• **Required work**: Report each line of the data that includes the word "baseFrequency".

• **Information**:

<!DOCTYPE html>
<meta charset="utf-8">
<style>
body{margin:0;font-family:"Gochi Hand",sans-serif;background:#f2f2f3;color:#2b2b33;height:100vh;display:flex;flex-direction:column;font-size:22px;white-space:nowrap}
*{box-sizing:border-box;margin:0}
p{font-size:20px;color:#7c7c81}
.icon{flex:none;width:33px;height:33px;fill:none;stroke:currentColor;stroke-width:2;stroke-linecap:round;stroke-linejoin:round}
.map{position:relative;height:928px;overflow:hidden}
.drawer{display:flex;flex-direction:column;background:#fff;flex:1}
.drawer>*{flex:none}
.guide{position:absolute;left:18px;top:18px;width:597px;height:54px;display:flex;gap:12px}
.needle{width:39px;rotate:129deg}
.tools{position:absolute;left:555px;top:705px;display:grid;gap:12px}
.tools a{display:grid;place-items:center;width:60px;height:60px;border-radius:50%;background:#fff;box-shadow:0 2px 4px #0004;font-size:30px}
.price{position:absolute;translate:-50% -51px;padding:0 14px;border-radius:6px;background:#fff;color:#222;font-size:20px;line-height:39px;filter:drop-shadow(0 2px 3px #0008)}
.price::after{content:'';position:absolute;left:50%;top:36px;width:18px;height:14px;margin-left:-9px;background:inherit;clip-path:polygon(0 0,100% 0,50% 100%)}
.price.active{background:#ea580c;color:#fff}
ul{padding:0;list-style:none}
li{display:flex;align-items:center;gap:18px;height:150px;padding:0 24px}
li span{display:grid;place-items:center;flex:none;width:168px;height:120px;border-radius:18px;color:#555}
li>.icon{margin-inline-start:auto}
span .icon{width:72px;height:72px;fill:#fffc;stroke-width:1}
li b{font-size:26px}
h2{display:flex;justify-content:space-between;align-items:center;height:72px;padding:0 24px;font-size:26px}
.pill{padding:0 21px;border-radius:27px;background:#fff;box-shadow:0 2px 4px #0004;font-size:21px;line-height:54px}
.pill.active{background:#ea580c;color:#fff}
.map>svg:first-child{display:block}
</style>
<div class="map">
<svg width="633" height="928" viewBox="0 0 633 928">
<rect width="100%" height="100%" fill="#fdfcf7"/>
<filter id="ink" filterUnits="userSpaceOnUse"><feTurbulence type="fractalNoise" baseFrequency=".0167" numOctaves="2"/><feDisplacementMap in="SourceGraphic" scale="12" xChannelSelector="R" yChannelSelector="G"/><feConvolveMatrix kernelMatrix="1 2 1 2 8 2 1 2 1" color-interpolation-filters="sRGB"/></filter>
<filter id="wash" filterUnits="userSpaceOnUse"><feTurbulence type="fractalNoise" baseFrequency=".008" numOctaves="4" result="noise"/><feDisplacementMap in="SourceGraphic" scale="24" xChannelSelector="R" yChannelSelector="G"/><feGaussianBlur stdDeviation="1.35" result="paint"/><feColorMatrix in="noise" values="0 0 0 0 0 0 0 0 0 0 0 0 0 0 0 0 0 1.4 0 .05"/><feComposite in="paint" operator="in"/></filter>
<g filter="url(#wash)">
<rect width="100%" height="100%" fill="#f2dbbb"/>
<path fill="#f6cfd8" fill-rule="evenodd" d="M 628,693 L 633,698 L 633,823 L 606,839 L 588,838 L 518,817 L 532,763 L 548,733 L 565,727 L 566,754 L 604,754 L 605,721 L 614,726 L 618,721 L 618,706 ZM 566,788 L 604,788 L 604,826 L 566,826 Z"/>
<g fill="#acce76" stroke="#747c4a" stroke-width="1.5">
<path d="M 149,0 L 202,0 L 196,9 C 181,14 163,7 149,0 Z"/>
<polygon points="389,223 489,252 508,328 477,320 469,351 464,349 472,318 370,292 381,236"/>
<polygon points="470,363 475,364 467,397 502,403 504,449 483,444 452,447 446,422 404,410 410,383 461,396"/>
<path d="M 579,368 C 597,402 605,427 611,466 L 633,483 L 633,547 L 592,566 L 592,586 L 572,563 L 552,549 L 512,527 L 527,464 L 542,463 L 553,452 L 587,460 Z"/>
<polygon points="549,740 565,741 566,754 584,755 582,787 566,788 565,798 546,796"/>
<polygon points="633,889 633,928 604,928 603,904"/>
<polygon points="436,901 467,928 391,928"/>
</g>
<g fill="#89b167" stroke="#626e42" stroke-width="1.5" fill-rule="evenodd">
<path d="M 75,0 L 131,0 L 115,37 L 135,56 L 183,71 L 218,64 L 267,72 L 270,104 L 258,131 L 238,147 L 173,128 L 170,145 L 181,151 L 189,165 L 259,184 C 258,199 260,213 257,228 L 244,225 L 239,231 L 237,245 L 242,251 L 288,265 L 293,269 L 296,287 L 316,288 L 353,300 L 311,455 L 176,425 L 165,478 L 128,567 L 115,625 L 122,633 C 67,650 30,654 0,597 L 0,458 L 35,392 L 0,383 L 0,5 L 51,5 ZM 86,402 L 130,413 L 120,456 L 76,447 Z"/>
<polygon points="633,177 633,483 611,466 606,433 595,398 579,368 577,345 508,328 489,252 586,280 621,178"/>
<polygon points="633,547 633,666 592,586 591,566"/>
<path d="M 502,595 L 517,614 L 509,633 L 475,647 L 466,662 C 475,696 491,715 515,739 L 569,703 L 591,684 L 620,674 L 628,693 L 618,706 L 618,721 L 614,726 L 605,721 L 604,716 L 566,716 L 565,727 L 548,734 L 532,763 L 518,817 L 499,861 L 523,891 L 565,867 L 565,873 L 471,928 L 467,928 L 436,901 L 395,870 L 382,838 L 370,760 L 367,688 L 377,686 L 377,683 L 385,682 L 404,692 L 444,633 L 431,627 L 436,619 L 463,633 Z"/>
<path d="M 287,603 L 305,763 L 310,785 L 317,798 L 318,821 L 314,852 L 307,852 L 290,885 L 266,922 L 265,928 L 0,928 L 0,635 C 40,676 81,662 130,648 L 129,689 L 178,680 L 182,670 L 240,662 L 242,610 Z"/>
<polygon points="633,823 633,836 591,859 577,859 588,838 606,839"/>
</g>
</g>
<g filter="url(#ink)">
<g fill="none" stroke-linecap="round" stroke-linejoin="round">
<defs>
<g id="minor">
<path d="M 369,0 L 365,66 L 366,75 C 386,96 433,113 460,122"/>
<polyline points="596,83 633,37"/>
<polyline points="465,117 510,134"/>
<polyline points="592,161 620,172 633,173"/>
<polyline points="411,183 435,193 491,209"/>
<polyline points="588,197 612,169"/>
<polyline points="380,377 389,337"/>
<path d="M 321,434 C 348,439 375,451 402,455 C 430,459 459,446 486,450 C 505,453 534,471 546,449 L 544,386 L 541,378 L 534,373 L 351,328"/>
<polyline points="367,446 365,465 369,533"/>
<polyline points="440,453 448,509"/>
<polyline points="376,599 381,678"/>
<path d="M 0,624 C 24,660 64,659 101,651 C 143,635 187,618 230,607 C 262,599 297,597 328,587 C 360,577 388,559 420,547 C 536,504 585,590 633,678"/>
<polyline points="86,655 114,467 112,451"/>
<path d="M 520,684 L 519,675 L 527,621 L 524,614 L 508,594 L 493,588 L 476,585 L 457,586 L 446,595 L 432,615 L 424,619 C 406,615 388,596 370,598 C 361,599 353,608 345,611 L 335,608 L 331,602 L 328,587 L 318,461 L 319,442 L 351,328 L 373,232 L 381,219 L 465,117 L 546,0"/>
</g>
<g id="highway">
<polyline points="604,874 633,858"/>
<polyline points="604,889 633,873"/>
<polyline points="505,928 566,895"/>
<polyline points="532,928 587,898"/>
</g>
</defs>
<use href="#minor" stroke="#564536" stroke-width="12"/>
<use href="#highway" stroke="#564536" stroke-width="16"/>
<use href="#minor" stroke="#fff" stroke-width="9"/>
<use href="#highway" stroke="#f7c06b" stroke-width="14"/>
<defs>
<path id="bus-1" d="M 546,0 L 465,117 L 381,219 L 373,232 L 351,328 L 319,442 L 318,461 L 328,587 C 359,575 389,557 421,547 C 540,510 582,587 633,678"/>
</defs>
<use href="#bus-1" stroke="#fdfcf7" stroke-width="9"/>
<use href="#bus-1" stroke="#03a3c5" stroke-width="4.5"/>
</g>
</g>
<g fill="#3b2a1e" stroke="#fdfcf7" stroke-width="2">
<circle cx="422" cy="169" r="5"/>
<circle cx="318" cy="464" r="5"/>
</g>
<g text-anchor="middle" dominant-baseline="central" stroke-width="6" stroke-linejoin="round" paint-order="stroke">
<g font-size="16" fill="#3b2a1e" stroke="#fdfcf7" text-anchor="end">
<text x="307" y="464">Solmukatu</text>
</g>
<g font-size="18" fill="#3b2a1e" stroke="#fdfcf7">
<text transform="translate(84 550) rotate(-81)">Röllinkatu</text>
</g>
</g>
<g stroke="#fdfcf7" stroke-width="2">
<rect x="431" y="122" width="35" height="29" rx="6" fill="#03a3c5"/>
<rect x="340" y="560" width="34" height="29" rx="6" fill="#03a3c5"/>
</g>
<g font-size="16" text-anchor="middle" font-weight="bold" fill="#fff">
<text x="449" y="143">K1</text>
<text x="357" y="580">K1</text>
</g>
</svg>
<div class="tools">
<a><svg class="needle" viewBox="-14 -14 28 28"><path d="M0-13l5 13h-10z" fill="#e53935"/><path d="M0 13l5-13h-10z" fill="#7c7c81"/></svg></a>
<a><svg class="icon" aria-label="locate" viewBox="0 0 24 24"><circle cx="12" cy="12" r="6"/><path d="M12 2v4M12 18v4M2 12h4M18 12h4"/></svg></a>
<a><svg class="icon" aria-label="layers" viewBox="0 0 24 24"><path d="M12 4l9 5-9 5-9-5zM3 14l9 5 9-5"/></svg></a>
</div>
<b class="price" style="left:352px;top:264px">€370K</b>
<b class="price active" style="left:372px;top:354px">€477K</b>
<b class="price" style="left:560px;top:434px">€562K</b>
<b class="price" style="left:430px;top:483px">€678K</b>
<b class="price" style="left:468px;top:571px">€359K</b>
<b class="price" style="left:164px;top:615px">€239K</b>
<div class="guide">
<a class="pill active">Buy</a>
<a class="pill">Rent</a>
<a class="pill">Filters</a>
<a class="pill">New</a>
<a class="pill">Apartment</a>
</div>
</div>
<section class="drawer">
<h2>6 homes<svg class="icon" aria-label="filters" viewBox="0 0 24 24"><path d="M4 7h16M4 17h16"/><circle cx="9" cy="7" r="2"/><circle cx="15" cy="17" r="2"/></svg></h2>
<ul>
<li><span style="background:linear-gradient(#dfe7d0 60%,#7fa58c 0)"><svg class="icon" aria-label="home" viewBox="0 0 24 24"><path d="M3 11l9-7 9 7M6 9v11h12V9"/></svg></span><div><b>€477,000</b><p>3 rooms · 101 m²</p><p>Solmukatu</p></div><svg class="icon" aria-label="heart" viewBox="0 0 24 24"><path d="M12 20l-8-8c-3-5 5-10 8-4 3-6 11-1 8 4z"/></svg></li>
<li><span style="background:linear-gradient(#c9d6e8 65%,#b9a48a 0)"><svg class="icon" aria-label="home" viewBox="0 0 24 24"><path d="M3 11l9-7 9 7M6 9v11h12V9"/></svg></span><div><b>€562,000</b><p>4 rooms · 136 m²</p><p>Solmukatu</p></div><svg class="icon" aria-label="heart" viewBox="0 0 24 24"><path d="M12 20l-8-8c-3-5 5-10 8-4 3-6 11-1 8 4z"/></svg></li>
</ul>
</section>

• **Written reply**:
<filter id="ink" filterUnits="userSpaceOnUse"><feTurbulence type="fractalNoise" baseFrequency=".0167" numOctaves="2"/><feDisplacementMap in="SourceGraphic" scale="12" xChannelSelector="R" yChannelSelector="G"/><feConvolveMatrix kernelMatrix="1 2 1 2 8 2 1 2 1" color-interpolation-filters="sRGB"/></filter>
<filter id="wash" filterUnits="userSpaceOnUse"><feTurbulence type="fractalNoise" baseFrequency=".008" numOctaves="4" result="noise"/><feDisplacementMap in="SourceGraphic" scale="24" xChannelSelector="R" yChannelSelector="G"/><feGaussianBlur stdDeviation="1.35" result="paint"/><feColorMatrix in="noise" values="0 0 0 0 0 0 0 0 0 0 0 0 0 0 0 0 0 1.4 0 .05"/><feComposite in="paint" operator="in"/></filter>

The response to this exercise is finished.